Put another way, let \(X(\theta)\) be some random variable controlled by the parameter \(\theta\) and let \(h\) be some real-valued measurable mapping where \(\mathbb{E}\left[h\left(X(\theta)\right)\right]\) is defined for any \(\theta\in\Theta\). How do we define \(\dfrac{d}{d\theta}\mathbb{E}\left[h\left(X(\theta)\right)\right]\)?

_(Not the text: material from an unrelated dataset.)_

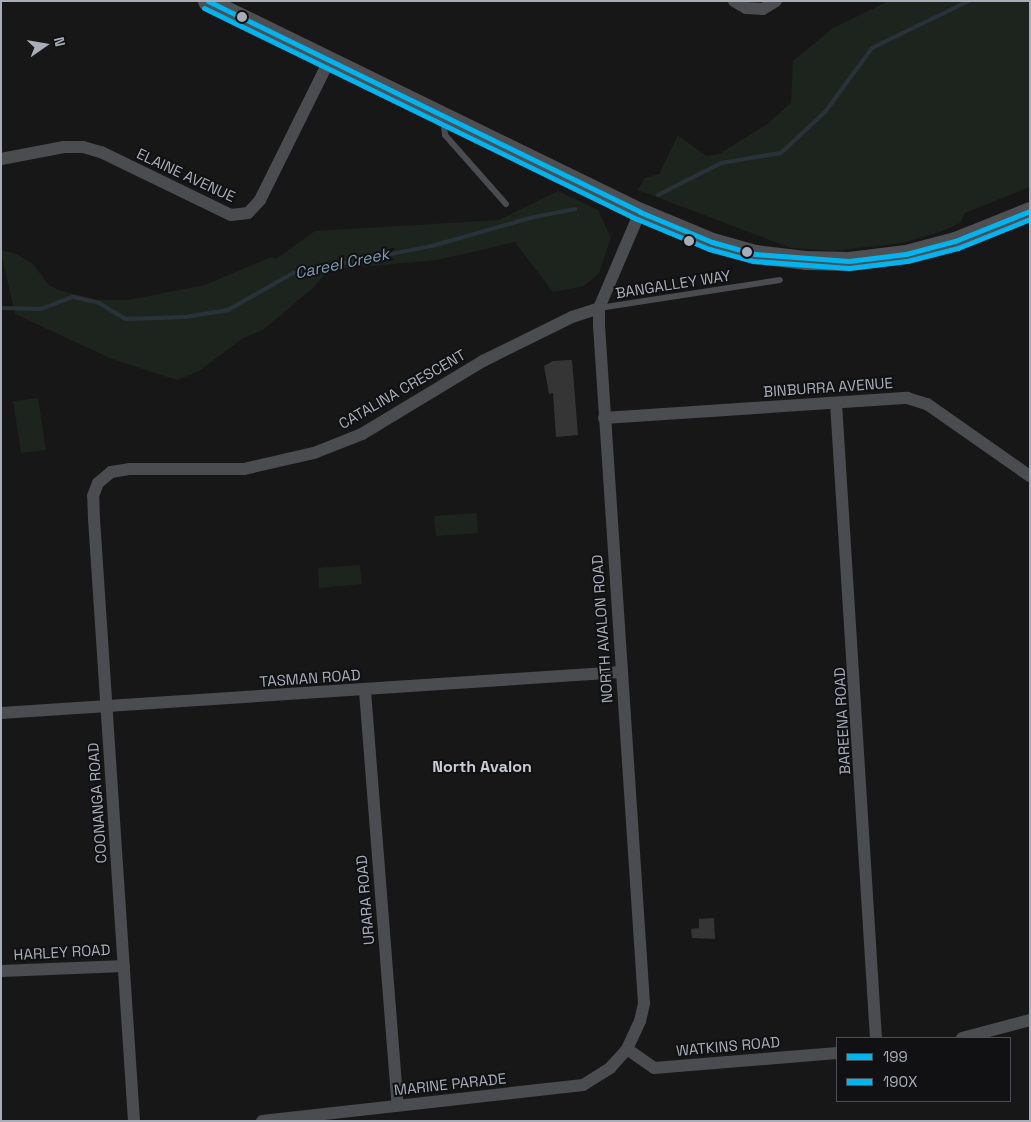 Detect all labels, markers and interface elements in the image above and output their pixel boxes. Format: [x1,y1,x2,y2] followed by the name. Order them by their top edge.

One way to think about it is by a kind of stretchy analogy with weak derivatives: we are looking for a measurable mapping \(\psi\) such that \(\dfrac{d}{d\theta}\mathbb{E}\left[h\left(X(\theta)\right)\right] = \mathbb{E}\left[\psi\left(h, X(\theta),\theta\right)\right]\). Put this way, if we know that the random variable \(h\left(X(\theta)\right)\) is differentiable and that swapping expectation and differentiation is permitted (ex. through some bounded convergence theorem-like result) then we have an expression for \(\dfrac{d}{d\theta}\mathbb{E}\left[h\left(X(\theta)\right)\right]\); indeed:
\(\dfrac{d}{d\theta}\mathbb{E}\left[h\left(X(\theta)\right)\right] = \mathbb{E}\left[\dfrac{d}{d\theta}h\left(X(\theta)\right)\right] = \mathbb{E}\left[\left(\dfrac{\partial}{\partial\theta}X(\theta)\right) h^\prime\left(X(\theta)\right)\right]\)

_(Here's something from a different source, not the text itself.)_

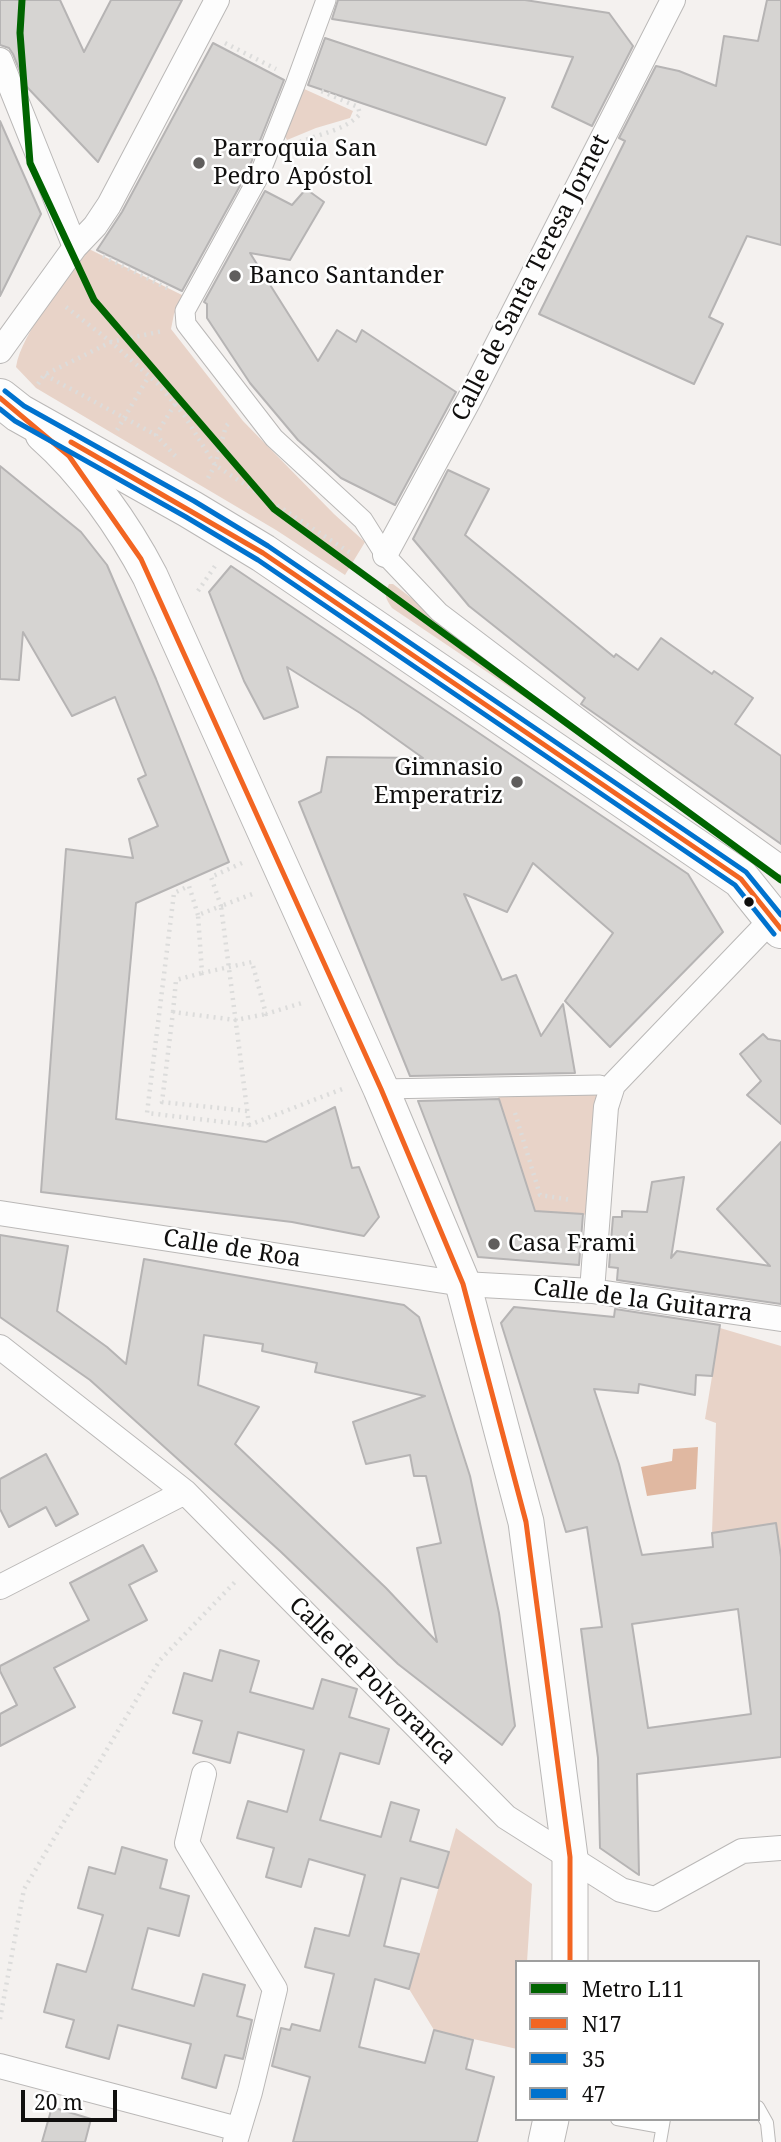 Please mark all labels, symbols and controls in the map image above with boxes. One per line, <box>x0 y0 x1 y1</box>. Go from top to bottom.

where \(h^\prime\) is just the usual derivative of \(h\). The quantity \(\left(\dfrac{\partial}{\partial\theta}X(\theta)\right)\) is called the sample path derivative of \(X(\theta)\) and this approach for estimating the derivative of an expected value is called infinitesimal perturbation analysis (IPA).
In the paper, we needed a function that not only supported IPA but still had a relatively small curvature so that the non-gradient method we were discussing would converge in reasonable time.